The head of New Zealand's managed isolation and quarantine (MIQ) system is pleased with the uptake of the COVID-19 vaccine to date.
MIQ and other border staff were first in line for New Zealand's vaccine rollout, being most at risk of contracting the SARS-CoV-2 virus and passing it onto others in the community.
That risk appears to have been dramatically reduced - three weeks in, 83.6 percent of them have received the first dose of the Pfizer/BioNTech vaccine - about 12,700 people.
"These workers are our frontline defence against COVID-19 - every day that they go to work, they put themselves between us, the community, and the virus," Brigadier Jim Bliss, head of MIQ, told Newshub.
"There's been a really strong uptake from all of our workers and their families. We recognise that some people might have been initially reluctant to have the vaccine, wait it out a bit... maybe do a bit more reading and understanding of the literature.
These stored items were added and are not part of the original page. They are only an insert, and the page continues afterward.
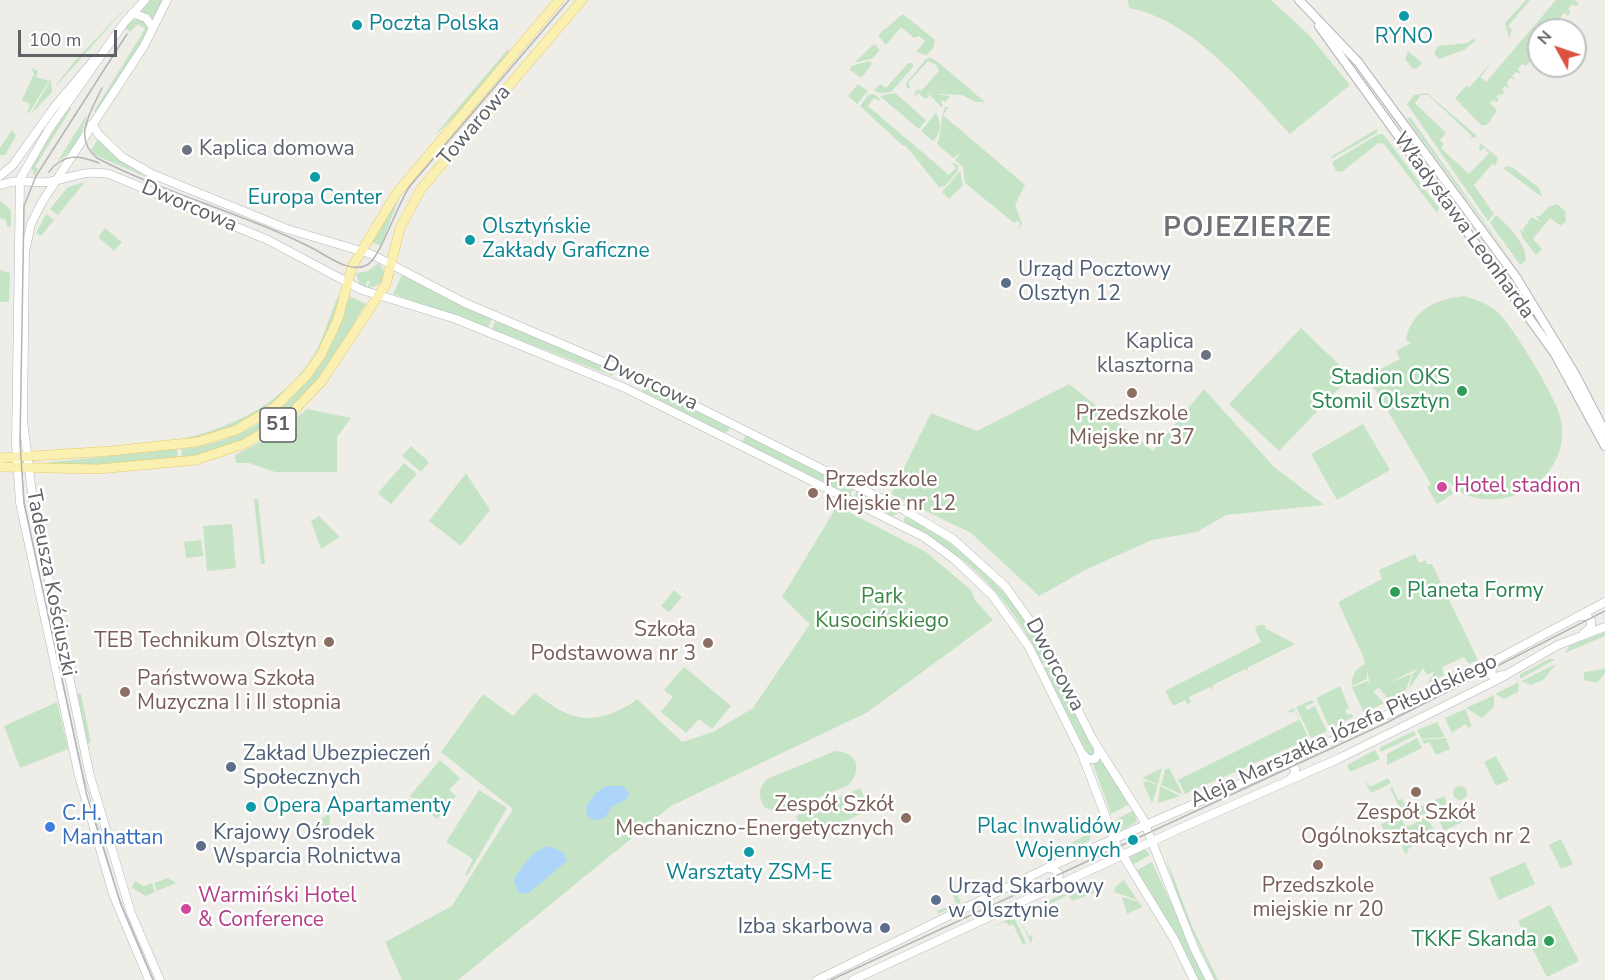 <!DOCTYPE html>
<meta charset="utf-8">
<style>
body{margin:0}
#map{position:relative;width:1605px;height:980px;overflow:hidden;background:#efede7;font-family:"Nunito Sans",sans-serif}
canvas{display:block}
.north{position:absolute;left:1527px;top:18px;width:60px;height:60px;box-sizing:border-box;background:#fff;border:2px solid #bfc0c2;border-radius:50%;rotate:310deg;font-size:16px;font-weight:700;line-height:24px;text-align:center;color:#5e6166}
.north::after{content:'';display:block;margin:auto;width:21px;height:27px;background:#dc523f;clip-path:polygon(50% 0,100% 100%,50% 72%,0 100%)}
.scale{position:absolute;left:18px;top:30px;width:99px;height:27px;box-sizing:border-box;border:3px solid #5e6166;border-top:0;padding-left:8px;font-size:18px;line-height:21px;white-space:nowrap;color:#5e6166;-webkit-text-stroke:4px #fff;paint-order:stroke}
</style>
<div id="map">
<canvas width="1605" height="980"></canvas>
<div class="north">N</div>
<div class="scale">100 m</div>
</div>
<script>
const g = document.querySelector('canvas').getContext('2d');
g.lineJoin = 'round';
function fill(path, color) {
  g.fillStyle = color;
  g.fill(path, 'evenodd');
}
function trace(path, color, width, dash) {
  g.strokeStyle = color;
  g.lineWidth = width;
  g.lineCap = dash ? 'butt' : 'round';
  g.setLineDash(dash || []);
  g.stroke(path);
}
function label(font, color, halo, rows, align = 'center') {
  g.font = font + ' "Nunito Sans",sans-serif';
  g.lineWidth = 5;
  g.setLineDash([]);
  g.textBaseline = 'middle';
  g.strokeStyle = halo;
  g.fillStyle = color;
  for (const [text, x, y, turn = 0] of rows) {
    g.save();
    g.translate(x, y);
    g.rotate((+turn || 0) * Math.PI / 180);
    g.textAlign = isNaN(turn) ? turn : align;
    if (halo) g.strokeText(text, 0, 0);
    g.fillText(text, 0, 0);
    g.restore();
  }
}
fill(new Path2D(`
 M133,0L57,85H56L73,63Z
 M150,0H162L154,22L140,10Z
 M1128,0H1271L1309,35L1350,85L1290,134C1248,89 1192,19 1129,8Z
 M1526,0H1530L1508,26L1512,30L1509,38L1505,23Z
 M1556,0H1575L1579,4L1575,6L1572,4L1568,9L1571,12L1568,16L1564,13L1560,18L1563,23L1557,21L1555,25L1557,30H1539V51L1526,66L1522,64L1518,69L1521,74L1516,72L1512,76L1515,80L1510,78L1507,83L1509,88L1505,86L1502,89L1505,93L1496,96L1499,100L1497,102L1493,100L1490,103L1497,110L1488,124L1482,126L1455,98L1467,85L1469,88L1493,60L1481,77L1486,82Z
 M903,14L935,40L933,49L926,55L916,52L925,41L919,36L914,38L901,27L886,45L878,35Z
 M138,19L144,21L149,31L96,113L94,111L145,29L138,24L130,32L125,28L130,21Z
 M1473,39L1476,40L1464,50L1439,59L1434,53L1438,46L1467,43Z
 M874,44L880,50L873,58L854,63Z
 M509,48L508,53L458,114L434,136Z
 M1408,51L1422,63L1416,69L1412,68L1405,59Z
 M931,58L939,63L985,102H975L962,95L914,93L918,89L921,91L939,71L936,65L928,61L908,83L911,87L907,89L906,83L926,59Z
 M870,61L872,64L861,78L850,70L851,66Z
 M908,63H913V67L891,92L879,93L874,90L880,84L886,88Z
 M31,68L38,71L36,77L49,81L29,113L27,112L30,104L22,100L34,74Z
 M51,79L52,92L31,114Z
 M858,84L868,91L857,104L848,96Z
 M895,93L926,120L919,129L880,96Z
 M929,93L950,96L946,102L942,100L941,102L943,106L941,107L930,95L926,99L919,94L916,96L913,94Z
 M1427,93L1477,136L1470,139L1472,136L1428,95H1421L1415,103L1446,133L1440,140L1444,144L1441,148L1469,174L1489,153L1484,148L1481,151L1479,149L1480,143L1498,158L1495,166L1492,164L1474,185L1494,214L1488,221L1407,104L1414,95Z
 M874,94L880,99L879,101L874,98L868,106L949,175L956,168L951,162L958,165V171L945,186L939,187L906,146L902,145L860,106L868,95Z
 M70,106L71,109L35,167L38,169L34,176L31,165Z
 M945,107H949L943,115L1025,185L1015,205L1022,224L1017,230L1020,223L1017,220L1014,223L965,183L963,167L955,160L960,153L953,158L937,144C942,133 940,119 945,107Z
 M936,113C942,123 941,134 933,141L921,131Z
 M87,114C83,133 75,151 58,161Z
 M1410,117L1515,265L1407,119Z
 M1377,129V133L1331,159L1332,156Z
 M12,130L16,136L5,155H0V148Z
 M1379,134H1383L1439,208L1437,213L1384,144L1378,143L1342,172L1336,171L1332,162Z
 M98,139L122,162L148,178L95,155L91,150Z
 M1508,166L1512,167L1539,188L1542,197L1503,168Z
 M960,171L963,185L949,199L942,192Z
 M85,182L58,215L50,209L68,187Z
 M400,195L381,246L372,242Z
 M0,201L11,210V226L7,227L6,220L0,218Z
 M1557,204L1565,211L1566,221L1561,226L1550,218L1533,239L1542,249L1536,255L1522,237L1520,229L1524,232L1523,228L1529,222L1531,224L1528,221L1532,217L1540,222L1536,216H1540L1548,207Z
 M46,214L54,220L41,236L36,233Z
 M1496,215C1507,224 1527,245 1526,260L1520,265L1490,223Z
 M105,228L122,242L114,251L98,237Z
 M379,263L384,271L382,282L374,287L367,288L370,281H367L366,287L359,283L356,273L368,271Z
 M0,270L10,273L9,302H0Z
 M402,275L492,319L488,327L393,294Z
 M341,293C323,367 261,435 181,439C239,426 293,398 320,343C326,331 334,300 341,293Z
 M349,296L366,304C350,327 339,353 322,375C288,421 238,450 182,458L181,449C269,440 326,378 349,296Z
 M1464,296C1475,299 1485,303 1494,309C1511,322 1546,383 1556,405C1561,416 1564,432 1561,445C1552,487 1503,511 1464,494C1457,491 1452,484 1447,480L1453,494L1437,504L1427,487L1431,484L1367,376L1400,359L1396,351L1411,343L1406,340C1411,310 1437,299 1464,296Z
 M495,321L615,370L612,376L492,329Z
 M1301,328L1351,376L1279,451L1229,404Z
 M1069,384L1153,451L1204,389L1274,467L1324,505L1226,515L1197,532L1152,540L1085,570L1039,596L971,533L891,494L931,413L977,431Z
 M644,387L729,426V431L724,433L642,391Z
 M307,409L351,418L337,437V472H275L249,463H236L235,455L279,432Z
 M1363,424L1390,470L1337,500L1311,454Z
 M746,435L853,489L850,496L742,442Z
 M411,446L429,462L421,472L402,456Z
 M177,449L178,458L86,466L43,465V463Z
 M404,463L417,474L391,504L378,493Z
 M466,473L490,510L461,546L429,521Z
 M857,491L893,509L898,514L891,516L854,497Z
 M254,499H258L265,564H261Z
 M837,506L926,552L971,590L975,600L993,620L868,712L671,806L458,980H402L385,942L452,906L513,809L441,752L483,694L513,716L534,693C563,713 581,727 617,711C625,707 631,705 637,699L682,742L713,732L753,708L810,624L782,597Z
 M319,516L340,537L321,549L311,521Z
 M908,516C970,551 1017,597 1049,660L1042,664C1022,620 991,580 952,552C937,541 919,533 904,522V518Z
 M232,524L236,568L207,571L203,526Z
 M201,540L203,556L186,558L184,542Z
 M1415,554L1419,563L1425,560L1427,564H1432L1478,660L1469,664L1464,657L1442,667L1444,675L1427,683L1435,671L1427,675L1423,668L1409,689L1413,673L1419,668L1388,683L1412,674L1404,695L1390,701L1379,688L1373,691L1384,703L1364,713L1352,687L1368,681L1370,685L1367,670V679L1352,686C1351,676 1356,668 1365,664L1363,656L1338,602L1382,579L1379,570Z
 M674,590L682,597L669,612L661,606Z
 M1258,625H1265V628L1295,644L1247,668L1249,672L1245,669L1213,685L1212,690L1210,687L1189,697L1191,703L1187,704L1185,700L1173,706L1165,691L1261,642L1255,629Z
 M1605,632V636L1565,653L1569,646Z
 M1549,659H1556L1520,679V674Z
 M1556,664L1543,680L1531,685L1521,681Z
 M1051,665L1095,751L1092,757L1086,751L1044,668Z
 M684,667L731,706L712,729L699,719L686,733L661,712L673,697L664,690Z
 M1605,669V673L1597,683L1584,680V672Z
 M1519,682L1518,692L1504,699L1495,694Z
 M1340,686L1349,708L1345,710L1348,715L1352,714L1353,717L1330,729L1316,698Z
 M77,693L81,694L91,742L88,744Z
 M1494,695V707L1482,718L1466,708Z
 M1312,700L1314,703L1305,706L1307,710L1315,706L1327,731L1311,738L1296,707Z
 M57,702L68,749L20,768L4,726Z
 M1294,708L1309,739L1185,794L1178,780L1299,720L1295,711L1290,713L1288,711Z
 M1465,709L1472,726L1469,728L1465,724L1452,733L1445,718Z
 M1437,722L1445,737L1422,739L1417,730Z
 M1414,731L1416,735L1381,752L1379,748Z
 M1417,738L1422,748L1387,765V754Z
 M1446,738L1450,749L1436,755L1429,742L1424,744L1422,740Z
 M1304,748L1307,749C1287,759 1262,775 1240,776Z
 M1375,750L1380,759L1350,772L1347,765Z
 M835,751C857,752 863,768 849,785L781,813L764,807C758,795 758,789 767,779Z
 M1496,756L1509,780L1496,786L1484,762Z
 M440,760L460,778L449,790L456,796L437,819L410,796Z
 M1101,760L1130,804L1111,814L1093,764Z
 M1162,768L1158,784L1142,778Z
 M1169,768L1183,795L1161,785L1165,770Z
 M1388,778L1391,783L1371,793L1364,779L1370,787Z
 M1147,781L1158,785L1152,803L1143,783Z
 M1160,786L1180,796L1158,803Z
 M1453 793a7 7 0 1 1 14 0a7 7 0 1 1-14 0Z
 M1392,787L1398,800L1402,799L1408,812L1444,796L1447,804L1406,822L1390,788Z
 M860,788L870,810L806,838L796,816Z
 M479,790L507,808L467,876L465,875L473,859L446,842Z
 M1462,806L1468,819L1444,831L1438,818Z
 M1134,810L1137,822L1120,831L1113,821Z
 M329,813L331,838L318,822Z
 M1400,816L1405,826H1410L1426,816L1437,835L1409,848L1406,855L1398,838L1389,841L1381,824Z
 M1092,832L1089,841L1049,861L1047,856Z
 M1561,839L1573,864L1561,869L1549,845Z
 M1145,849L1150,855L1132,865L1130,855Z
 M1165,854L1192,926L1218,980H1215L1180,905Z
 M1152,862L1207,980H1198L1181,943L1135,871Z
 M1525,862L1535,884L1499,900L1489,878Z
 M168,878L176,883L157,891L154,883Z
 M1124,880L1137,900L1114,892L1116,886Z
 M135,881L144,886L152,883L155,892L146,896L132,888Z
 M1085,884L1100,891L1072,901L1068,895L1026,916L1027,920L1022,923L1029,936L1033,935L1031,944L1018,915Z
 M954,886L961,903L938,914L937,911L956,903L950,887Z
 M1122,897L1139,902L1142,907L1127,914Z
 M1550,905L1579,961L1547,977L1518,921Z
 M1014,917L1026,943L1023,945L1013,924L1009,926L1006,922L991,927Z
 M935,937L936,939L842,980Z`), '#c5e4c6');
fill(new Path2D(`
 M606,786H623L629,793L628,798L612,807L604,819L592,820L587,816L586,807L596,793Z
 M548,846L563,852L567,861L527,894L518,892L514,880C520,868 534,850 548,846Z`), '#add4f9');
const tertiary = new Path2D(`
 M145,0L124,23L49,129L20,179L16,443L20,503L79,776L113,894L149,980
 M132,13L146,18L153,28
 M92,124L99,135L122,157L152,174L287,229L371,254L465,303L632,374L904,510L953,539L1005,586L1040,635L1092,738L1143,819L1194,948L1210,980
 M0,176L13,165L55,106L93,61
 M0,185C20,177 29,184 47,182C71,179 82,169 109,174L268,240L362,290L456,319L625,388L924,537L954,559L992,595L1029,647L1081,752L1117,846L1174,939L1194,980
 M1580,616H1587L1591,621V627L1584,633
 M1495,663L1490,674L1495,677L1502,675
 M1082,753L1088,759H1095L1098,754V749
 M1283,765H1291L1295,768V774L1290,779
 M1047,868L1054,869L1059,874L1055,887
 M160,980L131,913L90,776L34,509L23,421L25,252L31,224L42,202L144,46L167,0
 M817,980L1047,868L1263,774L1379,718L1411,705L1605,602
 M853,980L1181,828L1340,758L1495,681L1558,645L1605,627`);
const secondary = new Path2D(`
 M1299,0L1358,62L1516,277L1575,374L1605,432
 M1319,26L1555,354L1605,446`);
const primary = new Path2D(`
 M0,458L111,451L197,442L236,430L275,407L307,375L321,355L338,319L352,267L396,194L559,0
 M0,467L98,469L196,460L244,444L284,421L322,381L386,284L400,228L421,189L582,0`);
trace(tertiary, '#b4b6ba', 9);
trace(secondary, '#b3b5ba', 10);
trace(primary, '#e7c968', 10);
trace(tertiary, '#fff', 8);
trace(secondary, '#fff', 8);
trace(primary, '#f9f0b2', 9);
trace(new Path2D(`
 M127,34L36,176L24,206L20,443L24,503L87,796L121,905L153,980
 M102,88C91,111 72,138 97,158C166,194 243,213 312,248C328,256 349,274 367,265C380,259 397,204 410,186L569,0
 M49,172C63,153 79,155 99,163
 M831,980L1386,723L1605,611`), '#b4b5b6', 1.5);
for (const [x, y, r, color] of [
 [1404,16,6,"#0f9aa8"],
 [357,25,6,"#0f9aa8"],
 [187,150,6,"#6b7280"],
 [315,177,6,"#0f9aa8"],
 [470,240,6,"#0f9aa8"],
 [1006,283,6,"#5c6f8a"],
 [1206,355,6,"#6b7280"],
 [1462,391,6,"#2e9e5b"],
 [1132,393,6,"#8d6e63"],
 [1442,487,6,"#d1479c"],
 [813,493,6,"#8d6e63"],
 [1395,592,6,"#2e9e5b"],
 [329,642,6,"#8d6e63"],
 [708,643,6,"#8d6e63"],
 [125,692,6,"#8d6e63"],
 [231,767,6,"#5c6f8a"],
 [1416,792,6,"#8d6e63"],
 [251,807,6,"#0f9aa8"],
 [906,818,6,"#8d6e63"],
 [50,827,6,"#3f7fe0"],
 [1133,840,6,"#0f9aa8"],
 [201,846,6,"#5c6f8a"],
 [749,852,6,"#0f9aa8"],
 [1318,865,6,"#8d6e63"],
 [936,900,6,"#5c6f8a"],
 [186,909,6,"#d1479c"],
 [885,928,6,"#5c6f8a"],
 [1549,941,6,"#2e9e5b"]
]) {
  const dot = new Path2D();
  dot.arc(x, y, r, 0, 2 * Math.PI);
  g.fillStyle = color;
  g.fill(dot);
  trace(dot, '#fff', 2);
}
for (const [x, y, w] of [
 [278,425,36]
]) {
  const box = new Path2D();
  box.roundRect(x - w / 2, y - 17, w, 34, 4.5);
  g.fillStyle = '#fff';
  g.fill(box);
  trace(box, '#5e6166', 1.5);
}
label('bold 20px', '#5e6166', null, [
 ["51",278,425]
]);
label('21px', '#0d838f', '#fff', [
 ["Poczta Polska",369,25],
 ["RYNO",1404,38,"center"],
 ["Europa Center",315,199,"center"],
 ["Olsztyńskie",482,228],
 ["Zakłady Graficzne",482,252],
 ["Opera Apartamenty",263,807],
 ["Plac Inwalidów",1121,828,"right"],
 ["Wojennych",1121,852,"right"],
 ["Warsztaty ZSM-E",749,874,"center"]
], 'left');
label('21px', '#5e6166', '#fff', [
 ["Towarowa",475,126,-49],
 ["Dworcowa",189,207,23],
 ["Władysława Leonharda",1463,226,54],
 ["Dworcowa",650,384,25],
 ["Tadeusza Kościuszki",50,583,79],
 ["Dworcowa",1054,665,62],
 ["Aleja Marszałka Józefa Piłsudskiego",1344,732,-25]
]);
label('21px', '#5b616d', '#fff', [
 ["Kaplica domowa",199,150],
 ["Kaplica",1194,343,"right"],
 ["klasztorna",1194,367,"right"]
], 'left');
label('21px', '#4e5e75', '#fff', [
 ["Urząd Pocztowy",1018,271],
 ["Olsztyn 12",1018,295],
 ["Zakład Ubezpieczeń",243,755],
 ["Społecznych",243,779],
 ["Krajowy Ośrodek",213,834],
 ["Wsparcia Rolnictwa",213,858],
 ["Urząd Skarbowy",948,888],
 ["w Olsztynie",948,912],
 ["Izba skarbowa",873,928,"right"]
], 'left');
label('21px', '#27864d', '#fff', [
 ["Stadion OKS",1450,379],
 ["Stomil Olsztyn",1450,403],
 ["Planeta Formy",1407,592,"left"],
 ["TKKF Skanda",1537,941]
], 'right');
label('21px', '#785e54', '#fff', [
 ["Przedszkole",1132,415],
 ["Miejske nr 37",1132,439],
 ["Przedszkole",825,481,"left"],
 ["Miejskie nr 12",825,505,"left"],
 ["Szkoła",696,631,"right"],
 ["Podstawowa nr 3",696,655,"right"],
 ["TEB Technikum Olsztyn",317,642,"right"],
 ["Państwowa Szkoła",137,680,"left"],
 ["Muzyczna I i II stopnia",137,704,"left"],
 ["Zespół Szkół",894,806,"right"],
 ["Mechaniczno-Energetycznych",894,830,"right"],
 ["Zespół Szkół",1416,814],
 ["Ogólnokształcących nr 2",1416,838],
 ["Przedszkole",1318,887],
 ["miejskie nr 20",1318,911]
]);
label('21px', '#b23c85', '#fff', [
 ["Hotel stadion",1454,487],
 ["Warmiński Hotel",198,897],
 ["& Conference",198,921]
], 'left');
label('21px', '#3d8544', '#fff', [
 ["Park",882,598],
 ["Kusocińskiego",882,622]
]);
label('21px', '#366cbe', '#fff', [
 ["C.H.",62,815],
 ["Manhattan",62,839]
], 'left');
g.letterSpacing = '1.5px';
label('bold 27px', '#6f7378', '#fff', [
 ["POJEZIERZE",1248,229]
]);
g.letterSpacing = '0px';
</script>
But we've only been going three weeks, and to have 84 percent of the staff vaccinated is really positive."
RNZ reported 21 have proactively refused to be vaccinated.
New data out of Israel, which has implemented the world's fastest rollout of the Pfizer vaccine, suggests not only does it cut infection - symptomatic or asymptomatic - but it also drastically reduces transmission, something that wasn't clear in the vaccine's trials.
While one dose offers some protection, the Pfizer vaccine works best with two - staff who've already had one dose will start getting their second next week.
"Towards the end of April, we expect the majority of our workforce to be vaccinated," said Bliss.
More than 120,000 people have entered New Zealand through MIQ.
People MIQ workers live with are now getting their first jabs.
"That's an estimated 50,000 people and is a critical additional line of defence to keep them, their whānau and our communities safe and well, and help prevent COVID-19 from spreading into our communities," said Bliss.
For those on the frontline who have refused the vaccine, Bliss hopes more education and information about its safety and effectiveness will convince them to sign up.
"Secondly there's a discussion that we're having with employers and the unions to better-inform them so that they can discuss with their workforce what the next process step would be for a worker, should they choose not to have the vaccine - which is their right."
Bliss told RNZ some frontline workers might have to be "redeployed" if they refuse the vaccine.
The Pfizer vaccine was one of four the Government signed deals for - initially purchasing enough for 750,000 people - but earlier this week announced it had bought more, enough for everyone in the country. COVID-19 Response Minister Chris Hipkins said using just one vaccine would make the rollout more streamlined.